Stored data:
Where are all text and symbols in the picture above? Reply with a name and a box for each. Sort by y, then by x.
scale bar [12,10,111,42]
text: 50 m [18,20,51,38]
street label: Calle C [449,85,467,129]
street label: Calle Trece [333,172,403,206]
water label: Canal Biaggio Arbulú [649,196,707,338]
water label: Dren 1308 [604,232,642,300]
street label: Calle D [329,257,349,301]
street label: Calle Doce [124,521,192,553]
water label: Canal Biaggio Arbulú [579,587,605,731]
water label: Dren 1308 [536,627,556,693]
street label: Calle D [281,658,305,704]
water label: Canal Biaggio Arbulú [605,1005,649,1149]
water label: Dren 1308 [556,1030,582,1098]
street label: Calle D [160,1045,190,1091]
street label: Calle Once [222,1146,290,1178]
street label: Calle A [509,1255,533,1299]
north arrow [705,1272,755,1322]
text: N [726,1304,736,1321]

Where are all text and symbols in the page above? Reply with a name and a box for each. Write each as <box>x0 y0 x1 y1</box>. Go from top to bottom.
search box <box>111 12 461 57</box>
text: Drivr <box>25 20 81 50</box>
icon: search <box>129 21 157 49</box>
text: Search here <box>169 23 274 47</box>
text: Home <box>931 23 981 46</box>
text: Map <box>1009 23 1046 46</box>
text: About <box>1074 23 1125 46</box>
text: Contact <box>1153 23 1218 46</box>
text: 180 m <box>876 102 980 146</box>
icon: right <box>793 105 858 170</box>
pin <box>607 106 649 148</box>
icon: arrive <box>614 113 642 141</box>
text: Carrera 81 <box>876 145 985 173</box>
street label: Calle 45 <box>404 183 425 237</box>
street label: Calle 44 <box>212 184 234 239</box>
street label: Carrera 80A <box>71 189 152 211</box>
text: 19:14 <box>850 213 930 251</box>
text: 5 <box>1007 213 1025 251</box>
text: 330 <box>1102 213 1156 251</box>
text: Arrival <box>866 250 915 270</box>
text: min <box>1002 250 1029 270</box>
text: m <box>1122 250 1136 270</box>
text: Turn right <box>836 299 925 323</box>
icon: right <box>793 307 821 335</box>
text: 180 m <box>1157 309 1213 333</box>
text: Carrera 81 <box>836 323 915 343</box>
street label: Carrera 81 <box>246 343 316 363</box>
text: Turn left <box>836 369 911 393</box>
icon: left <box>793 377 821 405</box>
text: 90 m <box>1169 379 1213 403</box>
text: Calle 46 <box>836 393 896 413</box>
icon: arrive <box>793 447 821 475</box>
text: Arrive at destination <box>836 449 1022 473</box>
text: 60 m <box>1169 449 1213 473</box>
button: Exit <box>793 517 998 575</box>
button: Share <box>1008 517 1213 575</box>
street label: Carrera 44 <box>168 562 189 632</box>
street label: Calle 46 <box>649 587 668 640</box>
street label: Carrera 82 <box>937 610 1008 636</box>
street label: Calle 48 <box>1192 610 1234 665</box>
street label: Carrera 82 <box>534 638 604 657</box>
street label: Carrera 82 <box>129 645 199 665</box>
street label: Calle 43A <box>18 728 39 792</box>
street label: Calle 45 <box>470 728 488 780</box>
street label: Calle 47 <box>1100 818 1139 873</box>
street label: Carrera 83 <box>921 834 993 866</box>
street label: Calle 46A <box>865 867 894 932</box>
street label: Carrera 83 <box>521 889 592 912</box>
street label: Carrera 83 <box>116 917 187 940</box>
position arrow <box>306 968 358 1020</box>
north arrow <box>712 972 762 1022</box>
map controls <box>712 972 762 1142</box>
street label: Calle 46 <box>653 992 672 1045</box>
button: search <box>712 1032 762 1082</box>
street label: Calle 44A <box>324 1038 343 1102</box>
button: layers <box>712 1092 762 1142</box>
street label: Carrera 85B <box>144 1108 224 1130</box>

**What the exercise asks**
Return all of the above records exactly, leaving no line out.

**Solution to the problem**
Where are all text and symbols in the picture above? Reply with a name and a box for each. Sort by y, then by x.
scale bar [12,10,111,42]
text: 50 m [18,20,51,38]
street label: Calle C [449,85,467,129]
street label: Calle Trece [333,172,403,206]
water label: Canal Biaggio Arbulú [649,196,707,338]
water label: Dren 1308 [604,232,642,300]
street label: Calle D [329,257,349,301]
street label: Calle Doce [124,521,192,553]
water label: Canal Biaggio Arbulú [579,587,605,731]
water label: Dren 1308 [536,627,556,693]
street label: Calle D [281,658,305,704]
water label: Canal Biaggio Arbulú [605,1005,649,1149]
water label: Dren 1308 [556,1030,582,1098]
street label: Calle D [160,1045,190,1091]
street label: Calle Once [222,1146,290,1178]
street label: Calle A [509,1255,533,1299]
north arrow [705,1272,755,1322]
text: N [726,1304,736,1321]

Where are all text and symbols in the page above? Reply with a name and a box for each. Write each as <box>x0 y0 x1 y1</box>. Go from top to bottom.
search box <box>111 12 461 57</box>
text: Drivr <box>25 20 81 50</box>
icon: search <box>129 21 157 49</box>
text: Search here <box>169 23 274 47</box>
text: Home <box>931 23 981 46</box>
text: Map <box>1009 23 1046 46</box>
text: About <box>1074 23 1125 46</box>
text: Contact <box>1153 23 1218 46</box>
text: 180 m <box>876 102 980 146</box>
icon: right <box>793 105 858 170</box>
pin <box>607 106 649 148</box>
icon: arrive <box>614 113 642 141</box>
text: Carrera 81 <box>876 145 985 173</box>
street label: Calle 45 <box>404 183 425 237</box>
street label: Calle 44 <box>212 184 234 239</box>
street label: Carrera 80A <box>71 189 152 211</box>
text: 19:14 <box>850 213 930 251</box>
text: 5 <box>1007 213 1025 251</box>
text: 330 <box>1102 213 1156 251</box>
text: Arrival <box>866 250 915 270</box>
text: min <box>1002 250 1029 270</box>
text: m <box>1122 250 1136 270</box>
text: Turn right <box>836 299 925 323</box>
icon: right <box>793 307 821 335</box>
text: 180 m <box>1157 309 1213 333</box>
text: Carrera 81 <box>836 323 915 343</box>
street label: Carrera 81 <box>246 343 316 363</box>
text: Turn left <box>836 369 911 393</box>
icon: left <box>793 377 821 405</box>
text: 90 m <box>1169 379 1213 403</box>
text: Calle 46 <box>836 393 896 413</box>
icon: arrive <box>793 447 821 475</box>
text: Arrive at destination <box>836 449 1022 473</box>
text: 60 m <box>1169 449 1213 473</box>
button: Exit <box>793 517 998 575</box>
button: Share <box>1008 517 1213 575</box>
street label: Carrera 44 <box>168 562 189 632</box>
street label: Calle 46 <box>649 587 668 640</box>
street label: Carrera 82 <box>937 610 1008 636</box>
street label: Calle 48 <box>1192 610 1234 665</box>
street label: Carrera 82 <box>534 638 604 657</box>
street label: Carrera 82 <box>129 645 199 665</box>
street label: Calle 43A <box>18 728 39 792</box>
street label: Calle 45 <box>470 728 488 780</box>
street label: Calle 47 <box>1100 818 1139 873</box>
street label: Carrera 83 <box>921 834 993 866</box>
street label: Calle 46A <box>865 867 894 932</box>
street label: Carrera 83 <box>521 889 592 912</box>
street label: Carrera 83 <box>116 917 187 940</box>
position arrow <box>306 968 358 1020</box>
north arrow <box>712 972 762 1022</box>
map controls <box>712 972 762 1142</box>
street label: Calle 46 <box>653 992 672 1045</box>
button: search <box>712 1032 762 1082</box>
street label: Calle 44A <box>324 1038 343 1102</box>
button: layers <box>712 1092 762 1142</box>
street label: Carrera 85B <box>144 1108 224 1130</box>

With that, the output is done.